[Data entries]
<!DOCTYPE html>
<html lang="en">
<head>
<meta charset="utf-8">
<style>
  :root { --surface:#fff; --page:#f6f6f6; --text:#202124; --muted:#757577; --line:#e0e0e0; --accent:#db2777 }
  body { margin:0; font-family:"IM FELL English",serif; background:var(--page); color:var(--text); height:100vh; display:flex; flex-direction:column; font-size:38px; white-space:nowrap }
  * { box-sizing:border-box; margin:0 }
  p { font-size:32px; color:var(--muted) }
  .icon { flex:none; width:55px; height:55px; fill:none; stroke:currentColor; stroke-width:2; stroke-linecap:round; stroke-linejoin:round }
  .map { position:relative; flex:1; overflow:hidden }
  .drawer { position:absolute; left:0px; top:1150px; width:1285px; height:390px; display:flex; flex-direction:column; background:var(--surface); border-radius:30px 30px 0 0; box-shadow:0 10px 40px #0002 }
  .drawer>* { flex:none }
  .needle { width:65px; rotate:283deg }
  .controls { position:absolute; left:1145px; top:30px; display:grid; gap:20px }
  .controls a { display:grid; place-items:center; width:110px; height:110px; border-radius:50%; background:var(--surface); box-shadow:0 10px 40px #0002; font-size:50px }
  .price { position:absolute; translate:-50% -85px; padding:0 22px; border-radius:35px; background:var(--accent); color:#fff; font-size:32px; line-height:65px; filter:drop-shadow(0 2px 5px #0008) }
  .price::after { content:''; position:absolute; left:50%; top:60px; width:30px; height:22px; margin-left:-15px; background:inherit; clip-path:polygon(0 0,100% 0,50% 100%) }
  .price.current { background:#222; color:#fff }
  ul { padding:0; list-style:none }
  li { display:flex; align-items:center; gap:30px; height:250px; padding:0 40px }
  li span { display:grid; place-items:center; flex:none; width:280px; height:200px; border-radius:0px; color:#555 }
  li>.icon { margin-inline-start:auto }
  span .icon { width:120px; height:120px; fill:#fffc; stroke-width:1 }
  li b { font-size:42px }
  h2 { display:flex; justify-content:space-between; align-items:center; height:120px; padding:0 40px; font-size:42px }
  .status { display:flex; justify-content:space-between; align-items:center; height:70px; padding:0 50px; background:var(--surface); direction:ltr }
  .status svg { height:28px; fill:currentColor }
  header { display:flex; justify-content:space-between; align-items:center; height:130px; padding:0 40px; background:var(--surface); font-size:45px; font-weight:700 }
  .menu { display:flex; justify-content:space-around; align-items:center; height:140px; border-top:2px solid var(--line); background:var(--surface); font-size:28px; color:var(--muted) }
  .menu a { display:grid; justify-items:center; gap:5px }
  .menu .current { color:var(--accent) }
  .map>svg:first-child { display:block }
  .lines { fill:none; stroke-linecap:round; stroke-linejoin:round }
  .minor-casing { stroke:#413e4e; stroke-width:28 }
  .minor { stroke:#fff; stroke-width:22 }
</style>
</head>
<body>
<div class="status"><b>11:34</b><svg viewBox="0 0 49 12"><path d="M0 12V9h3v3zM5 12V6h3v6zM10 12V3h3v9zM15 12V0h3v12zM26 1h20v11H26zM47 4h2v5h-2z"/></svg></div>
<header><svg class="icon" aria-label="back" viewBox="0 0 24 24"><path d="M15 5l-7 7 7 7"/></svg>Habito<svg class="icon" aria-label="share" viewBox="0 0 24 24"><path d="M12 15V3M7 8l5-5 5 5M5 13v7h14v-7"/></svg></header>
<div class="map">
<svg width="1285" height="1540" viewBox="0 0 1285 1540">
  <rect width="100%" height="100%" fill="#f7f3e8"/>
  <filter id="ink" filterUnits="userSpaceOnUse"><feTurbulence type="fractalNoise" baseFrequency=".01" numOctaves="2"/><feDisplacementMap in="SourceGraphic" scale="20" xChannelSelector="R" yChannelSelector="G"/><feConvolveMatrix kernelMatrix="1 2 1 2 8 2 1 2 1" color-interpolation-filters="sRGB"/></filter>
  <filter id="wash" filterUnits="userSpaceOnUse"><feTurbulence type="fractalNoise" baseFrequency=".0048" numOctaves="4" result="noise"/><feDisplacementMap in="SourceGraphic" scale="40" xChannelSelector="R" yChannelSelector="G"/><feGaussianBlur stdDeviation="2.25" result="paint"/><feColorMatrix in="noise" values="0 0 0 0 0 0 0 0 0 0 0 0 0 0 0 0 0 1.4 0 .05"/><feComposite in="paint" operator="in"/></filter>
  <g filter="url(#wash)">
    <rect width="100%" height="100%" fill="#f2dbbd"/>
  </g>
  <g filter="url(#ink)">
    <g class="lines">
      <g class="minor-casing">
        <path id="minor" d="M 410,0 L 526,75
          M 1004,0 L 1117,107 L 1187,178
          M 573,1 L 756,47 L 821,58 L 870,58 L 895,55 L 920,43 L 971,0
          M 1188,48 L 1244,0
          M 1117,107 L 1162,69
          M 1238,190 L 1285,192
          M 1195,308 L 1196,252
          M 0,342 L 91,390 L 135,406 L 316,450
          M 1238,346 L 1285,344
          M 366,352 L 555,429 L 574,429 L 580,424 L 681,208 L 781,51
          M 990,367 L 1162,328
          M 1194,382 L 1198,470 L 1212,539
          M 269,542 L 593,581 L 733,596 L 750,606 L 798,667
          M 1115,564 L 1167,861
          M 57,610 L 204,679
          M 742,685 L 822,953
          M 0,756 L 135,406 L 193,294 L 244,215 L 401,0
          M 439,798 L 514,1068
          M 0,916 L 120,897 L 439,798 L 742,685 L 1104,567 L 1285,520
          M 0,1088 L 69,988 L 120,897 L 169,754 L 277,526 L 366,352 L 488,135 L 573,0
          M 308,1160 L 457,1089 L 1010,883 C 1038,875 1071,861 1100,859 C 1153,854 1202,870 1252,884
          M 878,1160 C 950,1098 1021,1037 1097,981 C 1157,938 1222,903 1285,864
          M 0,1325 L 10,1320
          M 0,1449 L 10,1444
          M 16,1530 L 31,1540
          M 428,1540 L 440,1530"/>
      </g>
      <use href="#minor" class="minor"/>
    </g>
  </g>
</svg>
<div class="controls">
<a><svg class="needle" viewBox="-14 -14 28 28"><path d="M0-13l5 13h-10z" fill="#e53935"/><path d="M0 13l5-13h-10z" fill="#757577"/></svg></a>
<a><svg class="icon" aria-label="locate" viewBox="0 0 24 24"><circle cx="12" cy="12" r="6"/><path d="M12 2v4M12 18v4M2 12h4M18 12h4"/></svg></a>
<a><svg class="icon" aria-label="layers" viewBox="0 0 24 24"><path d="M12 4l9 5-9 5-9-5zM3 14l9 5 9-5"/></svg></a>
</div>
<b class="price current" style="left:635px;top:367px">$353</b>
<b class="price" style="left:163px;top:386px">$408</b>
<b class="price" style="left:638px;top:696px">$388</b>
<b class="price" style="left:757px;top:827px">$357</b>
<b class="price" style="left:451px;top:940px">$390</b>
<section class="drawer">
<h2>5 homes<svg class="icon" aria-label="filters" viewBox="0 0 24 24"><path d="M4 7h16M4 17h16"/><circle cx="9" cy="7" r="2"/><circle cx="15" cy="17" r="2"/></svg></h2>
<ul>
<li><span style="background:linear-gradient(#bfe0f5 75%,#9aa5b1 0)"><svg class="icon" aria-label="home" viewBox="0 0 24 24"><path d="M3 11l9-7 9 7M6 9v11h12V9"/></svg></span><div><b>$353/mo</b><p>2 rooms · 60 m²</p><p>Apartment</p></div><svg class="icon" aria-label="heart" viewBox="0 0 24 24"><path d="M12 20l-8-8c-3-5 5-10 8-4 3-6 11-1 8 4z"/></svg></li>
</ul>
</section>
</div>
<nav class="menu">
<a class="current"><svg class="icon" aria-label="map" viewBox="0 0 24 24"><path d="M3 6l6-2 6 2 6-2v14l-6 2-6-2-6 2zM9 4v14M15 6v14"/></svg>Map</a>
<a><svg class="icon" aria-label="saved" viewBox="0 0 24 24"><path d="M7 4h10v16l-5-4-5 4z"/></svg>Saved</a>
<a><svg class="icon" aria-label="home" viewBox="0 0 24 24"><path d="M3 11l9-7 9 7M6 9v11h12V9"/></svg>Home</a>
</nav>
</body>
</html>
---
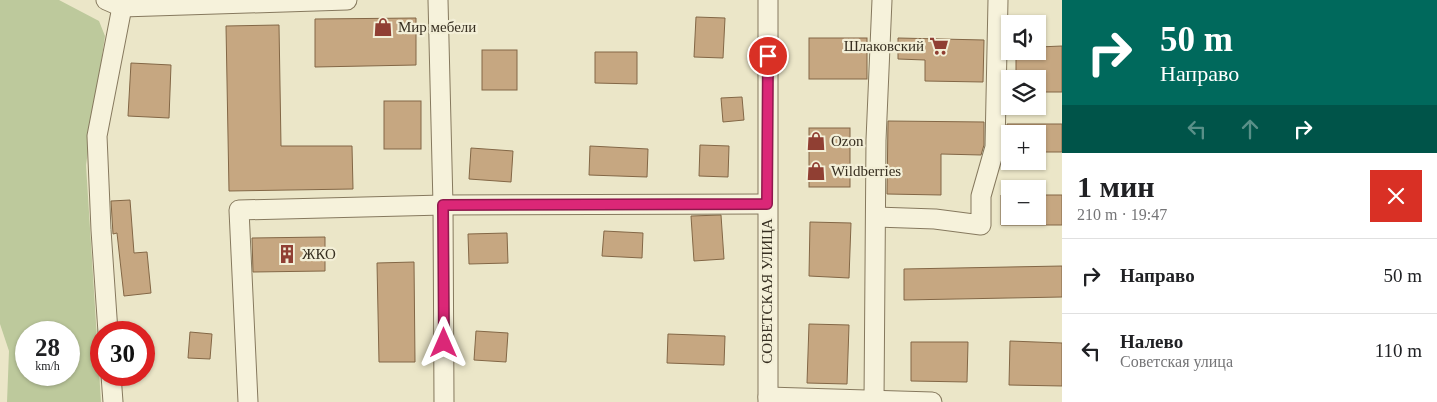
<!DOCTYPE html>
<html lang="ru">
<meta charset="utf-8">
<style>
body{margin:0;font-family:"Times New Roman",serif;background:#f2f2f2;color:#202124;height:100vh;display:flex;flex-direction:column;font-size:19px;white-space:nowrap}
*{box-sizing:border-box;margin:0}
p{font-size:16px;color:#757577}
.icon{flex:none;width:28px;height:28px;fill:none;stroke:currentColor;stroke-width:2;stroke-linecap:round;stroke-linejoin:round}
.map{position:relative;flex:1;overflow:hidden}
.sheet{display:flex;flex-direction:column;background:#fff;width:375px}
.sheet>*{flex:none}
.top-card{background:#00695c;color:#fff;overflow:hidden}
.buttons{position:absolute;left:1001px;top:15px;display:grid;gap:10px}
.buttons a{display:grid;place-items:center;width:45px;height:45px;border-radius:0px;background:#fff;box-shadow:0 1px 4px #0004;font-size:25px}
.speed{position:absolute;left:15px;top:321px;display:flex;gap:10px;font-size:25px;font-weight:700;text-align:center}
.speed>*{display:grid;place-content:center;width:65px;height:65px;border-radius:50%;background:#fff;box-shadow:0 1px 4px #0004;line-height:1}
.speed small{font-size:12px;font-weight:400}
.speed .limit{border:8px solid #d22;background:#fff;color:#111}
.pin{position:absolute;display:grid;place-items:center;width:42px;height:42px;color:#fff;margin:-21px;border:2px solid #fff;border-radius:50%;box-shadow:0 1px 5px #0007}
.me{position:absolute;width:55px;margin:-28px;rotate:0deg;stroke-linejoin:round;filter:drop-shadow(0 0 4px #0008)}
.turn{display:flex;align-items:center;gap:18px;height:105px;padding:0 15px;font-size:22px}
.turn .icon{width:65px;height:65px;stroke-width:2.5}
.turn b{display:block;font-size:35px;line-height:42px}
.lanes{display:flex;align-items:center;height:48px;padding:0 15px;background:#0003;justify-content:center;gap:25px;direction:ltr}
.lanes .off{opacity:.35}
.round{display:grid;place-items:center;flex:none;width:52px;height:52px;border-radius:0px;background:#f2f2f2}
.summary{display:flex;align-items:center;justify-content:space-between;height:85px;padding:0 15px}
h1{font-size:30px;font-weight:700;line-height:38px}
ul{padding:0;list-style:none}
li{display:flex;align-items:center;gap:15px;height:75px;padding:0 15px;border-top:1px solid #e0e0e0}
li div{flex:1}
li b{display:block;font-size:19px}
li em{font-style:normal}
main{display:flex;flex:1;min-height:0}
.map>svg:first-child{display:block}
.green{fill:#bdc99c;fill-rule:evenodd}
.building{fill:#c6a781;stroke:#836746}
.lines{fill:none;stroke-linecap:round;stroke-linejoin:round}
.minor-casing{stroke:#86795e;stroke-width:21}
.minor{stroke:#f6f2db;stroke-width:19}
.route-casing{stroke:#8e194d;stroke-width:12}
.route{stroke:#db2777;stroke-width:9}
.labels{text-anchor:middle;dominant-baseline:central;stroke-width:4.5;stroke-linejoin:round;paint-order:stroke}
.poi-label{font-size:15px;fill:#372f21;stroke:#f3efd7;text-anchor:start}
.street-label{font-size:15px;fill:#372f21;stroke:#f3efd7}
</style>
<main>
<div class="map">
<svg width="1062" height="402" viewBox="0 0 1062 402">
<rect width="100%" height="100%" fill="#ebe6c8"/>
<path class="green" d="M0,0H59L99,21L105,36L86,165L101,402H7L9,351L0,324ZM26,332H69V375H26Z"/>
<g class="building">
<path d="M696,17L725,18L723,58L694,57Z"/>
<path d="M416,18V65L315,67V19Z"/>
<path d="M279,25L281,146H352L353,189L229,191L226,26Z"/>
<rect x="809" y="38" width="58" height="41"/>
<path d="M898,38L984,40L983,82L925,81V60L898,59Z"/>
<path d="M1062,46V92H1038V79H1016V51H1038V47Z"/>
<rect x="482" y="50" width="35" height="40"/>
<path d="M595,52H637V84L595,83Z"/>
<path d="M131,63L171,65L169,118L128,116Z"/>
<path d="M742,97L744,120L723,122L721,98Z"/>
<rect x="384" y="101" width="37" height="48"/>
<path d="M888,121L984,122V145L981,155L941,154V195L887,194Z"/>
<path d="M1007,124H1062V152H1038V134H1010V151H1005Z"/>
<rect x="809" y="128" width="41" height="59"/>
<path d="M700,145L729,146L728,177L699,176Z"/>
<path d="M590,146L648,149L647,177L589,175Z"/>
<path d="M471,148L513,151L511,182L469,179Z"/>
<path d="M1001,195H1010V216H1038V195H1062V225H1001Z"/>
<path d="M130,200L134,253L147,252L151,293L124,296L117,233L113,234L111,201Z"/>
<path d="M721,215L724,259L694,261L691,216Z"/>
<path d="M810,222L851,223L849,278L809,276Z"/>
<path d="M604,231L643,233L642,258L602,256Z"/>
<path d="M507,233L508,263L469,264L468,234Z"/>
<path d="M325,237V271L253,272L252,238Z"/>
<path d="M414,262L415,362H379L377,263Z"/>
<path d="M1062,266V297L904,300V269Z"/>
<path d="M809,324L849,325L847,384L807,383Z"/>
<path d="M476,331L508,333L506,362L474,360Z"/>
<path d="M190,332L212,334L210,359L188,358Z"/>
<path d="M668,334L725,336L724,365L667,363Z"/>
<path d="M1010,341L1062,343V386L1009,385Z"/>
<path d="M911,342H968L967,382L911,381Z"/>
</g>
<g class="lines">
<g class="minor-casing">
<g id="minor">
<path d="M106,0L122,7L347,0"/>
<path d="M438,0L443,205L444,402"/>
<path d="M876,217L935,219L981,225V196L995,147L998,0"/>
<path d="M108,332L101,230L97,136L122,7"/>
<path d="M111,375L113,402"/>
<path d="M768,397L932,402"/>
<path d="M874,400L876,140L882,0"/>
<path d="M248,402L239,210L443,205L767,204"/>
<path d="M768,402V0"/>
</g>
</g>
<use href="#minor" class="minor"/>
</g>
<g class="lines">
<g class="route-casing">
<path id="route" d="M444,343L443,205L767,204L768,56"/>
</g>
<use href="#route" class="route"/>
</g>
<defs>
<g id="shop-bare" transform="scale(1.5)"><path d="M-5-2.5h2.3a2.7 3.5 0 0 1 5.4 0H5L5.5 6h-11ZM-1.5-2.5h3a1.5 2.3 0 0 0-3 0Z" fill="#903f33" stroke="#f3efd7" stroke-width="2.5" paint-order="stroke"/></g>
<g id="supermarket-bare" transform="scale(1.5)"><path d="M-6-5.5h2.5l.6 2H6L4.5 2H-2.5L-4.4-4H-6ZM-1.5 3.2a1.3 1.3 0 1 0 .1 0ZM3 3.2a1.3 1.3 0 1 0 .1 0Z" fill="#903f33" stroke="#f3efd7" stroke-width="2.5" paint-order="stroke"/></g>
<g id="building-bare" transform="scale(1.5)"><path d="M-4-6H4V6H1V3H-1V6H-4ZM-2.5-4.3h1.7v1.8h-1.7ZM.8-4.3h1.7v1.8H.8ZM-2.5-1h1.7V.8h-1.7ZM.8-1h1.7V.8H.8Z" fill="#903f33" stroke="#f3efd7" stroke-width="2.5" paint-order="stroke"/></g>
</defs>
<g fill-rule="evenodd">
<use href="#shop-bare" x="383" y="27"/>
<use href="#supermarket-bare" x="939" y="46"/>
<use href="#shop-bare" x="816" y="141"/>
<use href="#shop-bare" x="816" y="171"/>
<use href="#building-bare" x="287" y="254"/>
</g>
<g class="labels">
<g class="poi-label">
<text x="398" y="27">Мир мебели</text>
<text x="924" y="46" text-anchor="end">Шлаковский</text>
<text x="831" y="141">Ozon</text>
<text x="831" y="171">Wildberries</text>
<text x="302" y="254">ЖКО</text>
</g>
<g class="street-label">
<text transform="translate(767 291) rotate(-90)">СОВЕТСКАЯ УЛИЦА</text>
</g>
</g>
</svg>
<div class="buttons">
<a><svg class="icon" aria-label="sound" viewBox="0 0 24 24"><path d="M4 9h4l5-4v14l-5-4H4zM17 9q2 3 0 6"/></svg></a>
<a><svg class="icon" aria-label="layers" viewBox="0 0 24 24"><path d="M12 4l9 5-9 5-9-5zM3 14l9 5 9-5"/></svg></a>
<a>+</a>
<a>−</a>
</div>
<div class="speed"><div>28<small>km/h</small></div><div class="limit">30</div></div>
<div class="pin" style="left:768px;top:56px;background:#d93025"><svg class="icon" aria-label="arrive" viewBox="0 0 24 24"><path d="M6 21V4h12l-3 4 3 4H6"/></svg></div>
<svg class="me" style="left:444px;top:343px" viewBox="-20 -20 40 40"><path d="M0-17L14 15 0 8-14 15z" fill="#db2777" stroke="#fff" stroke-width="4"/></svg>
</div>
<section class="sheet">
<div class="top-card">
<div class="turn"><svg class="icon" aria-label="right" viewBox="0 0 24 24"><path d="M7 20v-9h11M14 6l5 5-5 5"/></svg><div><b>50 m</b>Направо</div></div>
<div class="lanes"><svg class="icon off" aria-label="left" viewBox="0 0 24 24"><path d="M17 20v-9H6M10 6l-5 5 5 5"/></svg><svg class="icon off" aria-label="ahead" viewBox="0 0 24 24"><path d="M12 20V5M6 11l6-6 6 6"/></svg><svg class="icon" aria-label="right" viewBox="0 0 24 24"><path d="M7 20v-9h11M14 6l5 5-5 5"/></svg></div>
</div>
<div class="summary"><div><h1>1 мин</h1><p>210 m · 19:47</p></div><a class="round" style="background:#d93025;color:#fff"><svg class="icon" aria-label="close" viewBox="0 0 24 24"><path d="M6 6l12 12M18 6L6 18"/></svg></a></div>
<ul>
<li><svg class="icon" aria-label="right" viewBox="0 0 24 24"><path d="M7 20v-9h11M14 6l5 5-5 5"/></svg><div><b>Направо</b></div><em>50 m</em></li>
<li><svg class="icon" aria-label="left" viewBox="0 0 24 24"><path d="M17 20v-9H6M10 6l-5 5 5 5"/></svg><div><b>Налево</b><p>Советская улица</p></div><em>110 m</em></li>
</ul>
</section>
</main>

WHAT THIS TASK INVOLVES: Find each line above that contains "html", and copy those lines.

SOLUTION FOR THIS TASK:
<!DOCTYPE html>
<html lang="en">
</html>
<!DOCTYPE html>
<html lang="ru">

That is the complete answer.